## Exercise prompt
Below are the records; print them again exactly and omit the pictures.

------

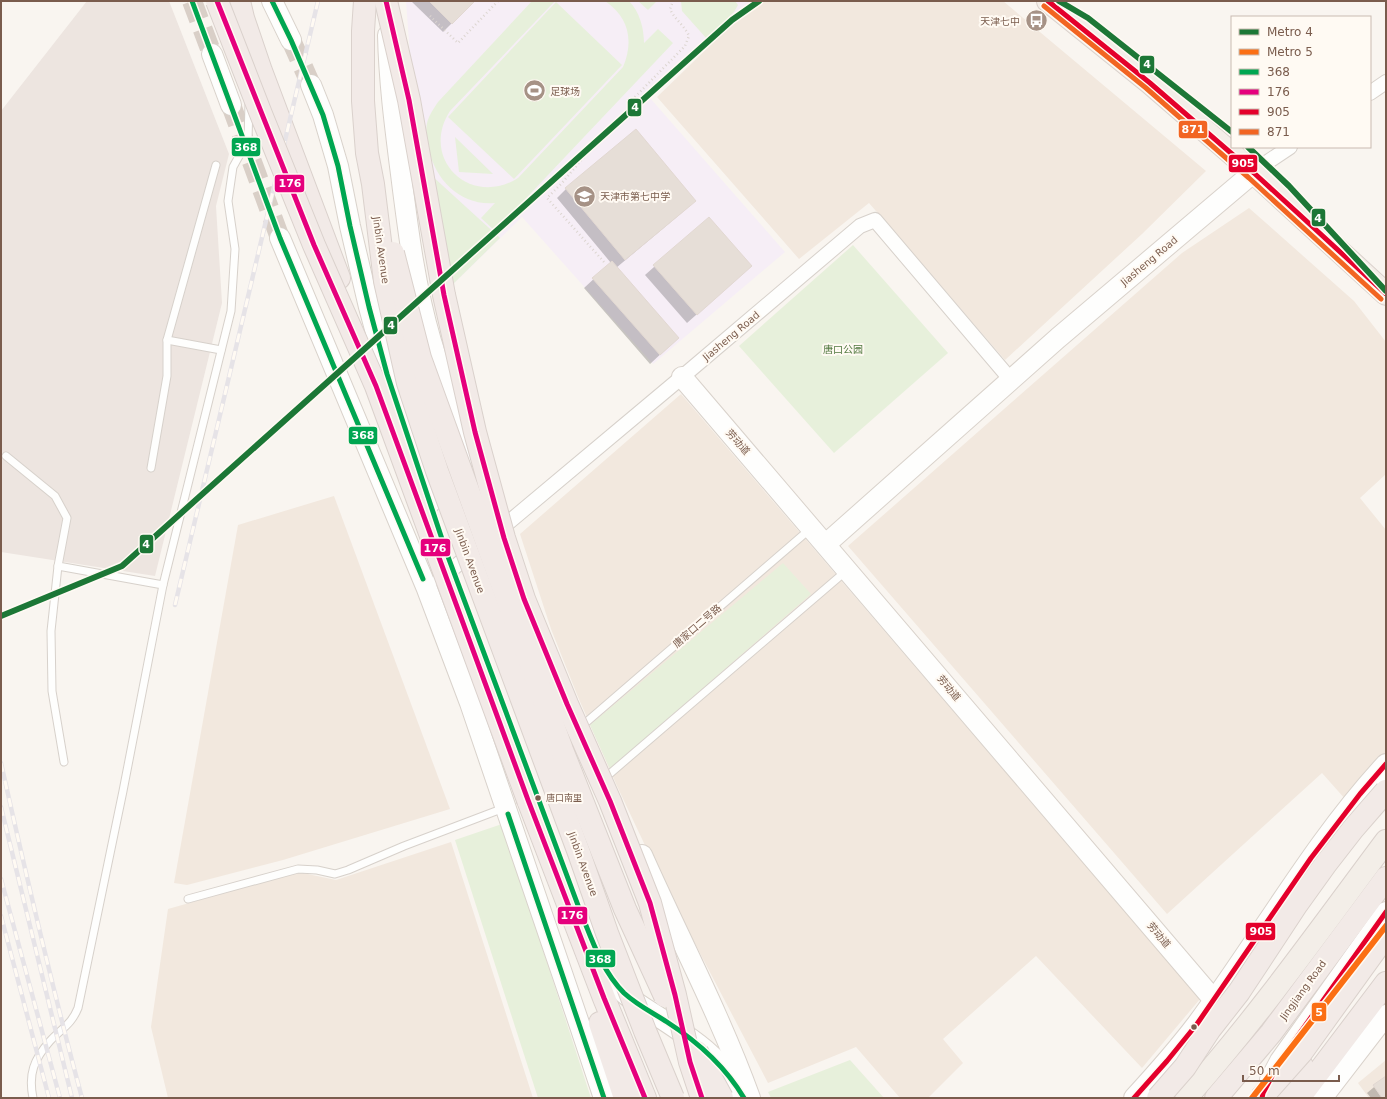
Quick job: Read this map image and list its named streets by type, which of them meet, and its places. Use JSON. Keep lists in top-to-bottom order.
{
  "streets": {
    "highway": ["Jinbin Avenue", "Jingjiang Road"],
    "main road": ["Jiasheng Road", "劳动道"],
    "lane": ["唐家口二号路"]
  },
  "crossings": [
    ["Jiasheng Road", "劳动道"],
    ["劳动道", "唐家口二号路"]
  ],
  "parks": ["唐口公园"],
  "places": {
    "bus stop": ["天津七中"],
    "sports": ["足球场"],
    "school or university": ["天津市第七中学"],
    "other": ["唐口南里"]
  },
  "lines": [
    "metro line 4",
    "transit line 368",
    "transit line 176",
    "transit line 905",
    "transit line 871",
    "metro line 5"
  ],
  "legend": [
    "Metro 4",
    "Metro 5",
    "368",
    "176",
    "905",
    "871"
  ],
  "scale_bar": "50 m"
}
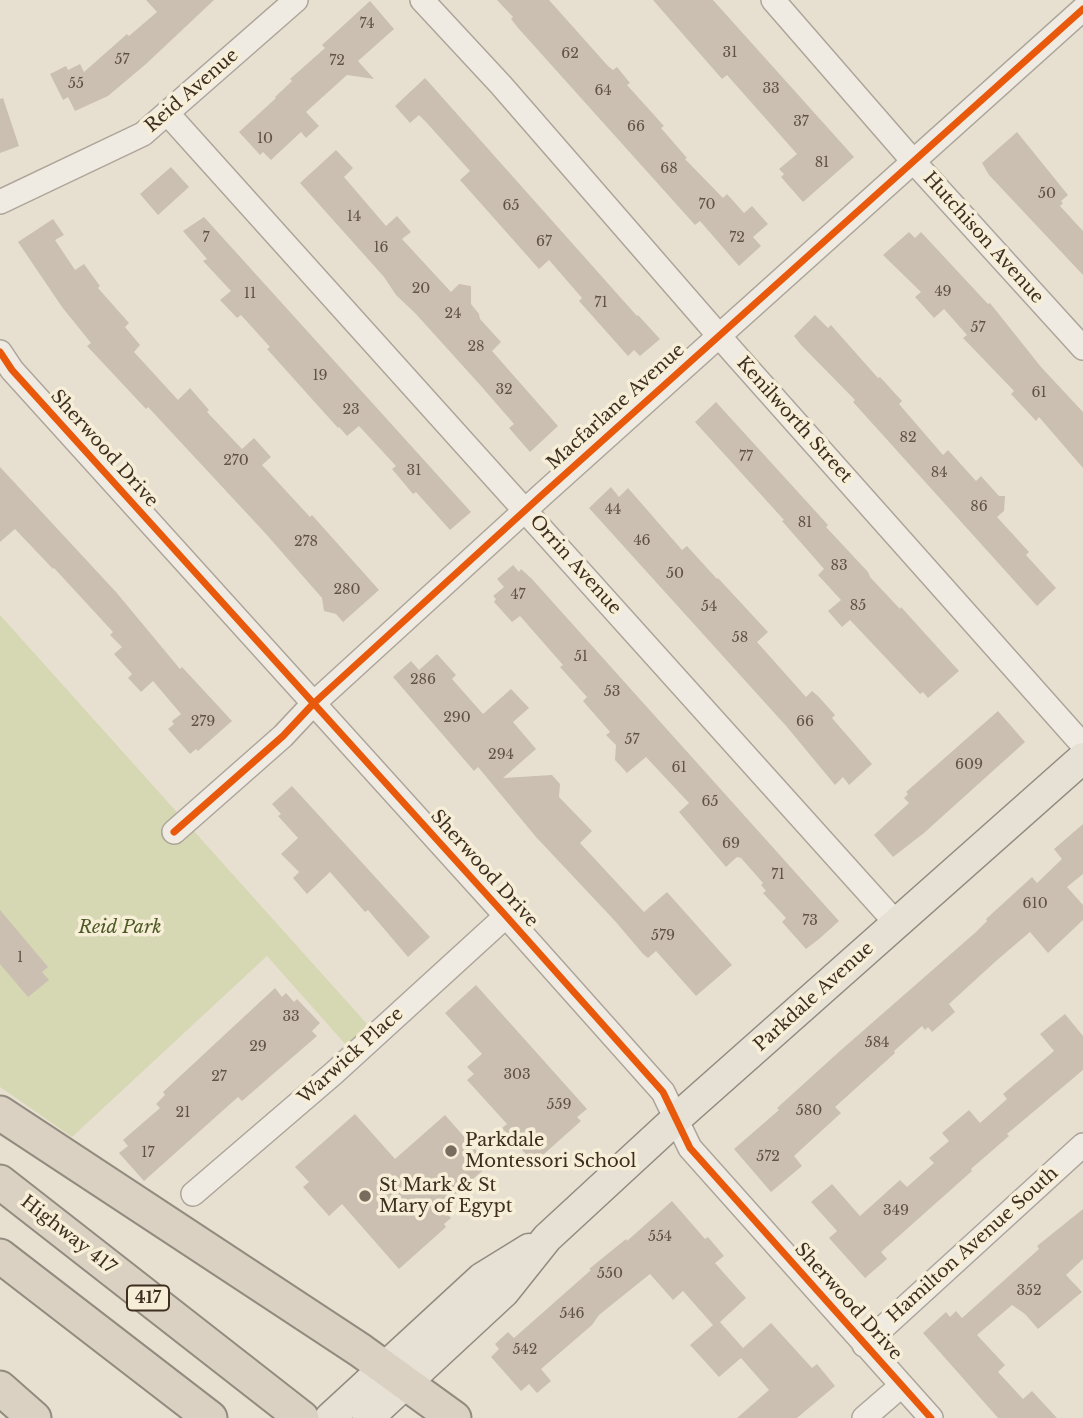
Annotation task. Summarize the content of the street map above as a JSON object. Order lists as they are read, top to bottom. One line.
{"streets":{"highway":["Highway 417","417"],"main road":["Parkdale Avenue"],"street":["Reid Avenue","Hutchison Avenue","Macfarlane Avenue","Kenilworth Street","Sherwood Drive","Orrin Avenue","Warwick Place","Hamilton Avenue South"]},"crossings":[["Reid Avenue","Orrin Avenue"],["Hutchison Avenue","Macfarlane Avenue"],["Macfarlane Avenue","Kenilworth Street"],["Macfarlane Avenue","Sherwood Drive"],["Macfarlane Avenue","Orrin Avenue"],["Sherwood Drive","Parkdale Avenue"],["Sherwood Drive","Warwick Place"],["Sherwood Drive","Hamilton Avenue South"],["Orrin Avenue","Parkdale Avenue"]],"parks":["Reid Park"],"places":["Parkdale Montessori School","St Mark & St Mary of Egypt"],"house_numbers":["74","31","62","57","72","55","33","64","37","66","10","81","68","50","70","65","14","7","72","67","16","20","49","11","71","24","57","28","19","32","61","23","82","77","270","31","84","86","44","81","46","278","83","50","280","47","85","54","58","51","286","53","290","279","66","57","294","609","61","65","69","71","610","73","579","1","33","584","29","303","27","559","580","21","17","572","349","554","550","352","546","542"]}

------

## Solved exercise
Quick job: Read this map image and list its named streets by type, which of them meet, and its places. Use JSON. Keep lists in top-to-bottom order.
{
  "streets": {
    "highway": ["Jinbin Avenue", "Jingjiang Road"],
    "main road": ["Jiasheng Road", "劳动道"],
    "lane": ["唐家口二号路"]
  },
  "crossings": [
    ["Jiasheng Road", "劳动道"],
    ["劳动道", "唐家口二号路"]
  ],
  "parks": ["唐口公园"],
  "places": {
    "bus stop": ["天津七中"],
    "sports": ["足球场"],
    "school or university": ["天津市第七中学"],
    "other": ["唐口南里"]
  },
  "lines": [
    "metro line 4",
    "transit line 368",
    "transit line 176",
    "transit line 905",
    "transit line 871",
    "metro line 5"
  ],
  "legend": [
    "Metro 4",
    "Metro 5",
    "368",
    "176",
    "905",
    "871"
  ],
  "scale_bar": "50 m"
}
Annotation task. Summarize the content of the street map above as a JSON object. Order lists as they are read, top to bottom. One line.
{"streets":{"highway":["Highway 417","417"],"main road":["Parkdale Avenue"],"street":["Reid Avenue","Hutchison Avenue","Macfarlane Avenue","Kenilworth Street","Sherwood Drive","Orrin Avenue","Warwick Place","Hamilton Avenue South"]},"crossings":[["Reid Avenue","Orrin Avenue"],["Hutchison Avenue","Macfarlane Avenue"],["Macfarlane Avenue","Kenilworth Street"],["Macfarlane Avenue","Sherwood Drive"],["Macfarlane Avenue","Orrin Avenue"],["Sherwood Drive","Parkdale Avenue"],["Sherwood Drive","Warwick Place"],["Sherwood Drive","Hamilton Avenue South"],["Orrin Avenue","Parkdale Avenue"]],"parks":["Reid Park"],"places":["Parkdale Montessori School","St Mark & St Mary of Egypt"],"house_numbers":["74","31","62","57","72","55","33","64","37","66","10","81","68","50","70","65","14","7","72","67","16","20","49","11","71","24","57","28","19","32","61","23","82","77","270","31","84","86","44","81","46","278","83","50","280","47","85","54","58","51","286","53","290","279","66","57","294","609","61","65","69","71","610","73","579","1","33","584","29","303","27","559","580","21","17","572","349","554","550","352","546","542"]}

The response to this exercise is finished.